What follows is a listing. Write it all out exactly.

** Supplied material **
____
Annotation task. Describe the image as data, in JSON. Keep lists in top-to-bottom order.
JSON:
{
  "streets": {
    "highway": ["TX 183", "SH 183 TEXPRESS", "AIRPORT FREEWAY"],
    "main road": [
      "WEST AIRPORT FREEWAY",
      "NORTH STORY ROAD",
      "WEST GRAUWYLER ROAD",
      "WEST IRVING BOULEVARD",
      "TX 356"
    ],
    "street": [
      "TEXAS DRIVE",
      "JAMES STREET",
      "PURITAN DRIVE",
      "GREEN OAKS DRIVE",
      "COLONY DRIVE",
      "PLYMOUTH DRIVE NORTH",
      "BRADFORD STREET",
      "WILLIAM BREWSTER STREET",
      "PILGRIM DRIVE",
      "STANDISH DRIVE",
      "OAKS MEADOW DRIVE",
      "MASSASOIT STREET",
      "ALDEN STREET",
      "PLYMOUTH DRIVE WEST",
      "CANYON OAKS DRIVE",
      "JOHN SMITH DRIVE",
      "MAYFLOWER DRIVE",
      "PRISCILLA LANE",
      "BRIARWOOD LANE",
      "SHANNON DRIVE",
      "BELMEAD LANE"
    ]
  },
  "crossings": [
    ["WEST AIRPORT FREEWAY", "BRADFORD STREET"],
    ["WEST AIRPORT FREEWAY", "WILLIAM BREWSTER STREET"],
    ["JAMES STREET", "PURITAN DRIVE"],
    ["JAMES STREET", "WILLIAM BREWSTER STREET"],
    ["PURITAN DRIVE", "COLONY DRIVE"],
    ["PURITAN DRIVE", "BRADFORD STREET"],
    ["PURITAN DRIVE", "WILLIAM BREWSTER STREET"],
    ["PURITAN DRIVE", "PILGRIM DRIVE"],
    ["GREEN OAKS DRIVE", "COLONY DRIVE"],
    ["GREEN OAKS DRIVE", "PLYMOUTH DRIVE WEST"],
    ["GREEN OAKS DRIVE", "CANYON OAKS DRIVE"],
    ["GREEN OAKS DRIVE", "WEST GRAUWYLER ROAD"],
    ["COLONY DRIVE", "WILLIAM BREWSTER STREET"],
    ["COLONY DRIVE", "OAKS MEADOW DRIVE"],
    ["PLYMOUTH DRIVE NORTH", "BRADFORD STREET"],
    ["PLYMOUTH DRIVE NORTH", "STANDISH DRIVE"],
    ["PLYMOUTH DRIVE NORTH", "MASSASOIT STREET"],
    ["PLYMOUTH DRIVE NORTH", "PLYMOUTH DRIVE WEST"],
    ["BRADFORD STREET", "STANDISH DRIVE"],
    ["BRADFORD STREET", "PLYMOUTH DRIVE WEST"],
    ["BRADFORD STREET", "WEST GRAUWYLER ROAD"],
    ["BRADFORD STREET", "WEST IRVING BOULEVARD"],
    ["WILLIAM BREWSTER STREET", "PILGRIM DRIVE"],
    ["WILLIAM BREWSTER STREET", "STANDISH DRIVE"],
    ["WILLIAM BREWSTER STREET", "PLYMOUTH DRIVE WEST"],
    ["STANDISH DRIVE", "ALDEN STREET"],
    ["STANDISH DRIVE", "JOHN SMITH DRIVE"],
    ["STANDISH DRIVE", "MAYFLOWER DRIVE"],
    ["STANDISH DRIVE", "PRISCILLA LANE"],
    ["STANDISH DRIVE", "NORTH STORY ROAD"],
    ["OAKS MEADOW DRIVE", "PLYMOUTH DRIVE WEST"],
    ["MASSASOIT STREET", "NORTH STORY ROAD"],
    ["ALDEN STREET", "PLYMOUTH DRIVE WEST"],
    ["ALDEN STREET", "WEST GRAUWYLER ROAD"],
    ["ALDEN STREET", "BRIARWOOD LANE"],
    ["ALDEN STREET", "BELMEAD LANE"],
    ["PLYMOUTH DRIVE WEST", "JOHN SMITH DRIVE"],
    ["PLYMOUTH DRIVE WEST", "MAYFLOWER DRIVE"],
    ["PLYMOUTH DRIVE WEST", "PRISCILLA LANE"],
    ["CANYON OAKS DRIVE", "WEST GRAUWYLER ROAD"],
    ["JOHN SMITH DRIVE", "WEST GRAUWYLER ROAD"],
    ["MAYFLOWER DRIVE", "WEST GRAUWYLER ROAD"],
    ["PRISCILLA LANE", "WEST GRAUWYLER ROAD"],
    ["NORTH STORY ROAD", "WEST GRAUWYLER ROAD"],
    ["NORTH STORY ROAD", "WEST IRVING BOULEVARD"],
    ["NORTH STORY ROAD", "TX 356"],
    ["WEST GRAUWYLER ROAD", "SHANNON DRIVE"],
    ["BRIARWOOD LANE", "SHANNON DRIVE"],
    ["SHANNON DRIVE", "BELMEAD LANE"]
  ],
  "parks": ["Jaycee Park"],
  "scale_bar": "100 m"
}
____
** Solution to the exercise **
Annotation task. Describe the image as data, in JSON. Keep lists in top-to-bottom order.
JSON:
{
  "streets": {
    "highway": ["TX 183", "SH 183 TEXPRESS", "AIRPORT FREEWAY"],
    "main road": [
      "WEST AIRPORT FREEWAY",
      "NORTH STORY ROAD",
      "WEST GRAUWYLER ROAD",
      "WEST IRVING BOULEVARD",
      "TX 356"
    ],
    "street": [
      "TEXAS DRIVE",
      "JAMES STREET",
      "PURITAN DRIVE",
      "GREEN OAKS DRIVE",
      "COLONY DRIVE",
      "PLYMOUTH DRIVE NORTH",
      "BRADFORD STREET",
      "WILLIAM BREWSTER STREET",
      "PILGRIM DRIVE",
      "STANDISH DRIVE",
      "OAKS MEADOW DRIVE",
      "MASSASOIT STREET",
      "ALDEN STREET",
      "PLYMOUTH DRIVE WEST",
      "CANYON OAKS DRIVE",
      "JOHN SMITH DRIVE",
      "MAYFLOWER DRIVE",
      "PRISCILLA LANE",
      "BRIARWOOD LANE",
      "SHANNON DRIVE",
      "BELMEAD LANE"
    ]
  },
  "crossings": [
    ["WEST AIRPORT FREEWAY", "BRADFORD STREET"],
    ["WEST AIRPORT FREEWAY", "WILLIAM BREWSTER STREET"],
    ["JAMES STREET", "PURITAN DRIVE"],
    ["JAMES STREET", "WILLIAM BREWSTER STREET"],
    ["PURITAN DRIVE", "COLONY DRIVE"],
    ["PURITAN DRIVE", "BRADFORD STREET"],
    ["PURITAN DRIVE", "WILLIAM BREWSTER STREET"],
    ["PURITAN DRIVE", "PILGRIM DRIVE"],
    ["GREEN OAKS DRIVE", "COLONY DRIVE"],
    ["GREEN OAKS DRIVE", "PLYMOUTH DRIVE WEST"],
    ["GREEN OAKS DRIVE", "CANYON OAKS DRIVE"],
    ["GREEN OAKS DRIVE", "WEST GRAUWYLER ROAD"],
    ["COLONY DRIVE", "WILLIAM BREWSTER STREET"],
    ["COLONY DRIVE", "OAKS MEADOW DRIVE"],
    ["PLYMOUTH DRIVE NORTH", "BRADFORD STREET"],
    ["PLYMOUTH DRIVE NORTH", "STANDISH DRIVE"],
    ["PLYMOUTH DRIVE NORTH", "MASSASOIT STREET"],
    ["PLYMOUTH DRIVE NORTH", "PLYMOUTH DRIVE WEST"],
    ["BRADFORD STREET", "STANDISH DRIVE"],
    ["BRADFORD STREET", "PLYMOUTH DRIVE WEST"],
    ["BRADFORD STREET", "WEST GRAUWYLER ROAD"],
    ["BRADFORD STREET", "WEST IRVING BOULEVARD"],
    ["WILLIAM BREWSTER STREET", "PILGRIM DRIVE"],
    ["WILLIAM BREWSTER STREET", "STANDISH DRIVE"],
    ["WILLIAM BREWSTER STREET", "PLYMOUTH DRIVE WEST"],
    ["STANDISH DRIVE", "ALDEN STREET"],
    ["STANDISH DRIVE", "JOHN SMITH DRIVE"],
    ["STANDISH DRIVE", "MAYFLOWER DRIVE"],
    ["STANDISH DRIVE", "PRISCILLA LANE"],
    ["STANDISH DRIVE", "NORTH STORY ROAD"],
    ["OAKS MEADOW DRIVE", "PLYMOUTH DRIVE WEST"],
    ["MASSASOIT STREET", "NORTH STORY ROAD"],
    ["ALDEN STREET", "PLYMOUTH DRIVE WEST"],
    ["ALDEN STREET", "WEST GRAUWYLER ROAD"],
    ["ALDEN STREET", "BRIARWOOD LANE"],
    ["ALDEN STREET", "BELMEAD LANE"],
    ["PLYMOUTH DRIVE WEST", "JOHN SMITH DRIVE"],
    ["PLYMOUTH DRIVE WEST", "MAYFLOWER DRIVE"],
    ["PLYMOUTH DRIVE WEST", "PRISCILLA LANE"],
    ["CANYON OAKS DRIVE", "WEST GRAUWYLER ROAD"],
    ["JOHN SMITH DRIVE", "WEST GRAUWYLER ROAD"],
    ["MAYFLOWER DRIVE", "WEST GRAUWYLER ROAD"],
    ["PRISCILLA LANE", "WEST GRAUWYLER ROAD"],
    ["NORTH STORY ROAD", "WEST GRAUWYLER ROAD"],
    ["NORTH STORY ROAD", "WEST IRVING BOULEVARD"],
    ["NORTH STORY ROAD", "TX 356"],
    ["WEST GRAUWYLER ROAD", "SHANNON DRIVE"],
    ["BRIARWOOD LANE", "SHANNON DRIVE"],
    ["SHANNON DRIVE", "BELMEAD LANE"]
  ],
  "parks": ["Jaycee Park"],
  "scale_bar": "100 m"
}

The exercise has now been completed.